There are four of us who take care of her: her parents, me, and the nanny who is a retired nurse. But when one of us can't work their time, the rest of us work extra days. We're happy to do it, but it's exhausting.

On the other hand, my clients don't care. OK, maybe they care, but they shouldn't have to. I have commitments and I have to meet them.

Freelance Rule #1: If you don't treat writing as a business then it will never be more than a hobby.

On the third hand, no one lies on their death bed wishing they'd spent more time at work.

Let's consider two recent examples.

I have my new client who gave me my first batch of work last week. I finished it but made a stupid blunder that rendered much of it useless. She asked me if I could fix it before the deadline. Normally I could have, but that week I pulled an extra day watching Maria and I just couldn't. She either did it herself or pawned it off on another writer.

I'm not annoyed about the blunder. It happens. It was just ignorance and, now that I know, I won't do it again. But I am annoyed that I couldn't correct the blunder in time. She was nice about it, but she shouldn't have had to figure out an alternative.

Before that, during my brief tenure at LTK, my editor had to extend my training deadline. It was in part due to Maria, part the holidays, and part my own stupid self. Again, she was nice about it, but shouldn't have had to be.
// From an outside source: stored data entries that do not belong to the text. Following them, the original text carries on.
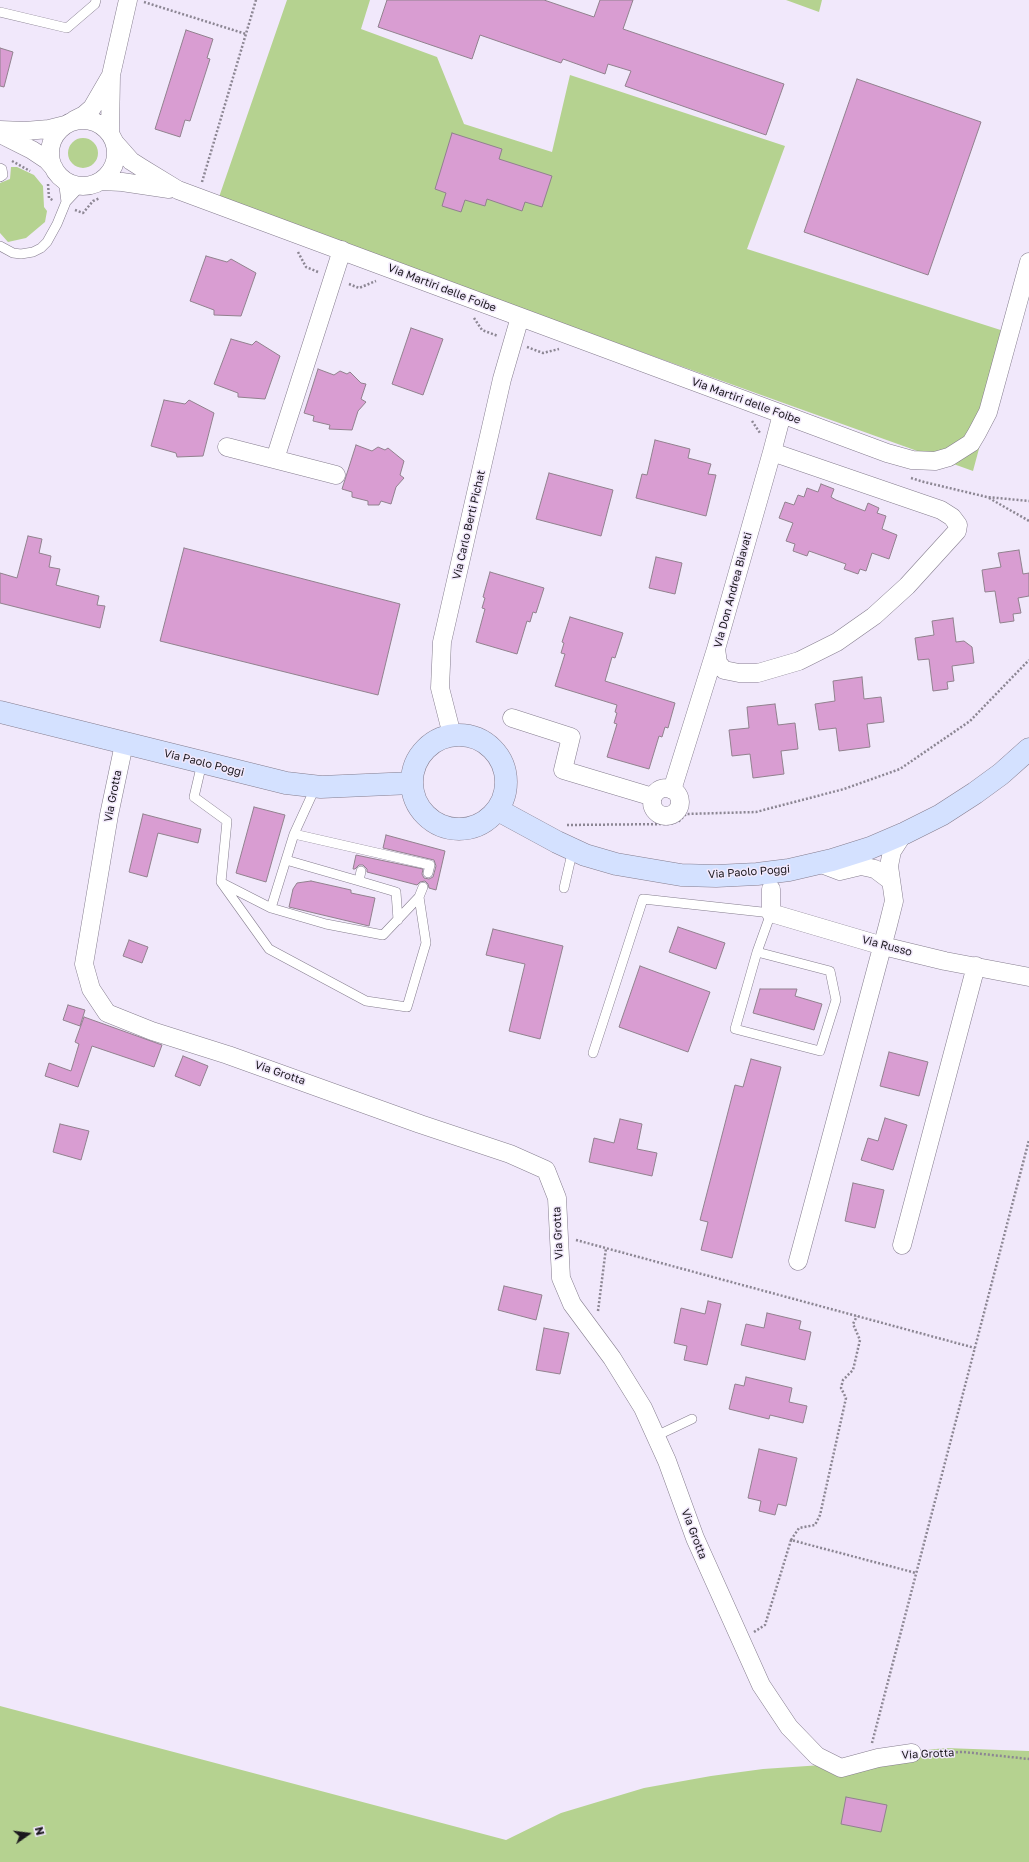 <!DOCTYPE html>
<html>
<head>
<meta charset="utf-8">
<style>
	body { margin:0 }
	#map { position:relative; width:1029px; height:1862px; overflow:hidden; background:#f1e8fb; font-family:"Golos Text",sans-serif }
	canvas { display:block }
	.north { position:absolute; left:8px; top:1814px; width:40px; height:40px; -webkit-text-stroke:3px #f1e8fb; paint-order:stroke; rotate:76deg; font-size:11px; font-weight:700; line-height:16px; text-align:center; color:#1b181e }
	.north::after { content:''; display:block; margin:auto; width:14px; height:18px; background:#1b181e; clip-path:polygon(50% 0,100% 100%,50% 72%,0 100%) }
</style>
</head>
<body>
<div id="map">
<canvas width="1029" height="1862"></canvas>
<div class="north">N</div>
</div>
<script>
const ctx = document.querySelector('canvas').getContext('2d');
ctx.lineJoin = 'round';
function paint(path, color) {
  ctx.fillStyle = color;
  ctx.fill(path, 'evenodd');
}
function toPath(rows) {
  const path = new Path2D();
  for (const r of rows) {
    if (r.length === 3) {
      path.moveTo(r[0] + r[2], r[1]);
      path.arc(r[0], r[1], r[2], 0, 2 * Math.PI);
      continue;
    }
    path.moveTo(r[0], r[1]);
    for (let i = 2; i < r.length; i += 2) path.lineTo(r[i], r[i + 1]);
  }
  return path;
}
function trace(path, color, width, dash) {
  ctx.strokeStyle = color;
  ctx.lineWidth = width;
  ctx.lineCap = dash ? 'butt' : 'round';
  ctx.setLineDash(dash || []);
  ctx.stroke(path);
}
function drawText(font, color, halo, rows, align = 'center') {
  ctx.font = font + ' "Golos Text",sans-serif';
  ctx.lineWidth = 3;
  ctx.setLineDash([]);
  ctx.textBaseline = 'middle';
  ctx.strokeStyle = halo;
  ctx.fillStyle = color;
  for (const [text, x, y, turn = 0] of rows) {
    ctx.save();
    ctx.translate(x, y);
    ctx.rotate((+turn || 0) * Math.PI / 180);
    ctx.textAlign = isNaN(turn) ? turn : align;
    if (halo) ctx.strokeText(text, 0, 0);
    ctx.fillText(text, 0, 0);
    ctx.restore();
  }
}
paint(toPath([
	[287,0,370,0,361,29,437,57,464,124,552,152,570,75,785,146,747,249,1010,333,973,471,218,200],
	[786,0,822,0,819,12],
	[83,153,15],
	[11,167,17,167,34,175,43,186,44,207,47,211,45,222,26,238,8,242,0,233,0,183,10,179],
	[0,1706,506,1840,561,1813,644,1788,711,1776,763,1769,822,1765,883,1755,945,1748,1029,1751,1029,1862,0,1862]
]), '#b5d290');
const building = toPath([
	[387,0,544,0,594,17,600,0,633,0,623,29,784,84,766,135,625,86,631,71,608,64,605,74,563,59,561,63,480,35,472,59,378,27,387,0],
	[186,30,213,39,207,58,210,59,190,121,185,120,180,137,155,129,186,30],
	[0,48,13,52,4,87,0,86,0,48],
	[857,79,981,122,928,275,804,232,857,79],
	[452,133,502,149,499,159,552,176,542,207,525,202,522,211,487,199,485,206,465,200,461,212,442,206,446,193,435,189,452,133],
	[206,256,227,262,231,259,256,273,241,316,214,315,214,310,190,301,206,256],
	[411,328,443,339,423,395,392,384,411,328],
	[231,339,252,345,256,341,280,356,265,399,238,397,238,393,214,384,231,339],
	[318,369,334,375,340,371,347,374,350,372,361,383,366,384,361,399,366,402,358,411,352,430,329,429,330,425,313,421,314,416,304,413,318,369],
	[164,400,185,404,189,400,214,413,203,456,177,457,176,453,151,446,164,400],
	[655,440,690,449,688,458,711,464,708,474,716,475,706,516,636,498,642,474,647,475,655,440],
	[356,445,372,451,378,447,385,450,388,448,404,461,400,475,404,478,396,487,391,504,381,501,379,505,368,505,368,501,352,497,352,492,342,489,356,445],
	[549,473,613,490,601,536,536,519,549,473],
	[821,484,834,489,831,497,836,500,865,511,868,503,879,508,877,513,886,516,882,529,897,535,889,559,872,553,866,571,860,569,858,574,844,569,846,564,809,551,807,556,793,551,795,544,786,541,793,523,779,518,785,502,794,505,798,495,804,497,807,488,818,492,821,484],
	[28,536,42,539,39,553,51,556,49,567,60,569,56,585,99,596,97,605,105,606,100,628,0,603,0,573,17,578,28,536],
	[184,548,400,604,378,695,160,641,184,548],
	[1019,550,1023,574,1029,573,1029,596,1018,598,1021,613,1013,614,1014,621,1000,623,995,591,985,592,982,570,1001,567,998,553,1019,550],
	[656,557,682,563,675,594,649,588,656,557],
	[490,572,544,588,536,613,533,612,530,622,527,621,517,654,476,642,485,609,482,608,485,598,483,597,490,572],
	[570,617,623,633,615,658,612,657,605,681,675,703,668,728,665,727,662,737,659,736,649,769,607,757,617,724,614,723,617,713,615,712,617,705,555,686,565,654,561,653,564,643,562,642,570,617],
	[953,618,956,642,964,641,972,647,974,663,952,666,954,681,947,682,948,689,933,691,929,659,918,660,915,638,934,635,932,621,953,618],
	[862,677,864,699,881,697,884,722,867,724,870,747,839,751,836,728,819,730,815,704,835,701,833,681,862,677],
	[775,704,778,725,795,723,798,749,781,751,784,774,753,778,750,754,732,756,729,730,749,728,747,707,775,704],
	[254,807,285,815,266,882,236,873,254,807],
	[143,814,201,829,198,843,158,833,147,877,129,872,143,814],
	[386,835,445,851,436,890,429,888,428,884,425,881,420,882,417,885,367,872,367,869,363,865,359,865,355,869,353,869,356,855,423,869,422,874,424,878,429,879,433,877,436,866,434,860,383,848,386,835],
	[311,881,351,890,351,893,375,898,369,926,289,907,293,889,297,883,311,881],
	[678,927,725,943,716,969,669,952,678,927],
	[493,929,563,946,540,1039,509,1031,525,964,486,955,493,929],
	[129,940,148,947,142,963,123,956,129,940],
	[640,966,710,992,688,1052,619,1027,640,966],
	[760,989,797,989,795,996,822,1004,814,1030,753,1013,760,989],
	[68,1005,85,1010,80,1026,63,1020,68,1005],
	[84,1017,162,1045,154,1067,92,1046,78,1087,45,1076,49,1063,71,1071,79,1044,75,1042,84,1017],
	[889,1052,928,1062,919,1096,880,1086,889,1052],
	[183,1056,208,1066,200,1086,175,1076,183,1056],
	[751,1059,781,1067,732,1258,701,1250,708,1222,700,1220,735,1085,743,1087,751,1059],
	[885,1118,907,1125,893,1170,861,1160,868,1138,878,1141,885,1118],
	[620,1119,642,1124,637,1149,657,1153,652,1176,589,1162,594,1138,614,1143,620,1119],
	[60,1124,89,1131,81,1160,53,1152,60,1124],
	[853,1183,884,1190,875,1228,845,1221,853,1183],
	[504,1286,542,1295,536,1320,498,1310,504,1286],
	[708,1301,721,1304,707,1365,684,1360,687,1346,674,1343,681,1308,705,1314,708,1301],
	[767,1313,801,1321,799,1329,811,1332,805,1360,741,1345,746,1324,764,1328,767,1313],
	[544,1328,569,1333,560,1374,536,1370,544,1328],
	[746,1377,792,1388,789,1402,807,1406,803,1423,770,1415,769,1419,729,1409,735,1384,744,1386,746,1377],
	[759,1449,797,1458,786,1506,778,1504,775,1515,759,1511,761,1501,748,1498,759,1449],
	[846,1797,887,1805,881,1832,841,1824,846,1797]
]);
paint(building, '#d99dd2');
trace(building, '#91818e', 1);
const service = toPath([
	[0,12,67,28,95,4,96,0],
	[0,168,2,169,3,175,0,177],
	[63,179,66,202,81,186],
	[0,246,13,253,21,254,33,252,41,248,47,242,57,224,66,202],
	[202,763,194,797,227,821,221,882,269,949,366,1001,407,1007,426,943,419,897,423,887],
	[316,786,294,834,430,865,428,873],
	[286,860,359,881],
	[361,871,359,881,396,892,398,920],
	[224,884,271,908,294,834],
	[564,888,573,849],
	[271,908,326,924,383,935,419,897],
	[593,1053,643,899,771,913,757,952,735,1029,820,1051,836,1000,830,971,757,952],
	[656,1436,692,1419]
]);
const minor = toPath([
	[83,153,33],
	[74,120,84,115,92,108,110,77],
	[0,130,25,131,49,129,65,125],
	[110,132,111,75,128,0],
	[0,134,32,150,47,160,54,168],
	[116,144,131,161,142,168,178,190,887,453,912,460,935,461,949,457,971,443,977,433,988,412,1029,262],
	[101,181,122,182,169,189],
	[227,447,336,475],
	[772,452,941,510,952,517,958,525,957,531,907,586,874,616,837,642,799,661,758,673,739,673,724,670,718,663,716,649,772,452,782,414],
	[275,459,342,250],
	[512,718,571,737,563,770,653,797],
	[452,735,440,688,442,642,502,379,520,317],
	[124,744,109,815,84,964,91,989,107,1013,152,1031,228,1055,420,1124,510,1154,546,1170,557,1198,561,1278,572,1304,612,1358,643,1408,667,1461,695,1538,761,1685,789,1727,817,1756,841,1768,878,1758,912,1753],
	[666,802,14],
	[672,790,716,649],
	[819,863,840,871,861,866,875,869,891,881],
	[771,889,771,913,883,946,945,961,1029,977],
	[902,1245,976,966],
	[798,1261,888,925,894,901,889,866,892,851,903,834]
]);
const secondary = toPath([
	[0,712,286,783,321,787,412,783],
	[459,782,47],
	[498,810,557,842,585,855,616,864,681,875,716,876,757,874,789,870,832,860,870,848,905,833,941,815,975,793,1001,774,1029,749]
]);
trace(service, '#857d8e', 10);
trace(minor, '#857d8e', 19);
trace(secondary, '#857d8e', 23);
trace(toPath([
	[144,2,246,34],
	[12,161,30,171],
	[202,182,256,0],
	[48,184,49,198,54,201],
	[75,210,83,213,93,201,100,198],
	[298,252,306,267,318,272],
	[349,284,359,288,376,281],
	[474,318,482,330,498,336],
	[527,347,543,353,559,349],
	[752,421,760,433],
	[911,478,924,482,987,497,1029,501],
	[989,498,1029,521],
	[567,825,670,824,679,821,686,814,756,812,844,789,900,769,970,721,1029,660],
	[576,1240,975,1348],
	[598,1311,606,1248],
	[791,1540,799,1528,815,1525,820,1515,846,1398,841,1388,843,1380,853,1370,860,1340,853,1324,857,1316],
	[754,1632,765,1625,791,1540,916,1573],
	[872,1743,1029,1140],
	[928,1753,964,1752,1029,1759]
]), '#8c8693', 2.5, [2, 2]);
trace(service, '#fff', 9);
trace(minor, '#fff', 18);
trace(secondary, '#d4e1ff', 22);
drawText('11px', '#1b181e', '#f1e8fb', [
	["Via Martiri delle Foibe",442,288,21],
	["Via Martiri delle Foibe",746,401,20],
	["Via Carlo Berti Pichat",469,525,-77],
	["Via Don Andrea Biavati",733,590,-75],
	["Via Paolo Poggi",204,763,14],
	["Via Grotta",113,796,-79],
	["Via Paolo Poggi",749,872,-4],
	["Via Russo",887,946,15],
	["Via Grotta",280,1073,19],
	["Via Grotta",558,1233,-93],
	["Via Grotta",694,1534,69],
	["Via Grotta",928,1754,-3]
]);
</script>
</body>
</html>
I'm a good writer. I'm a good researcher. I work fast and I take the work seriously. But I am and always will be a flaky writer.

That doesn't mean I can't do this job. As a freelancer it is important to recognize your limitations and find ways to work within that framework.

Today, at least in the US, you're not supposed to admit you have flaws. If you do you're being negative. Um, no. To say the glass is half-empty may be pessimistic, but to say it's completely full is just delusional. If you never see your own flaws, you can't fix them.

I have to work within the context of being a flaky writer. For me that means taking on less work than I'm capable of to ensure that I have some maneuvering room when real life intrudes. It means setting short-term goals. It means meeting those short-term goals rather than just ignoring them. It means occasionally, though not very often, saying "no" to my sister. Just because my family comes first doesn't mean they have to eclipse the job.

Even flaky writers can make a living.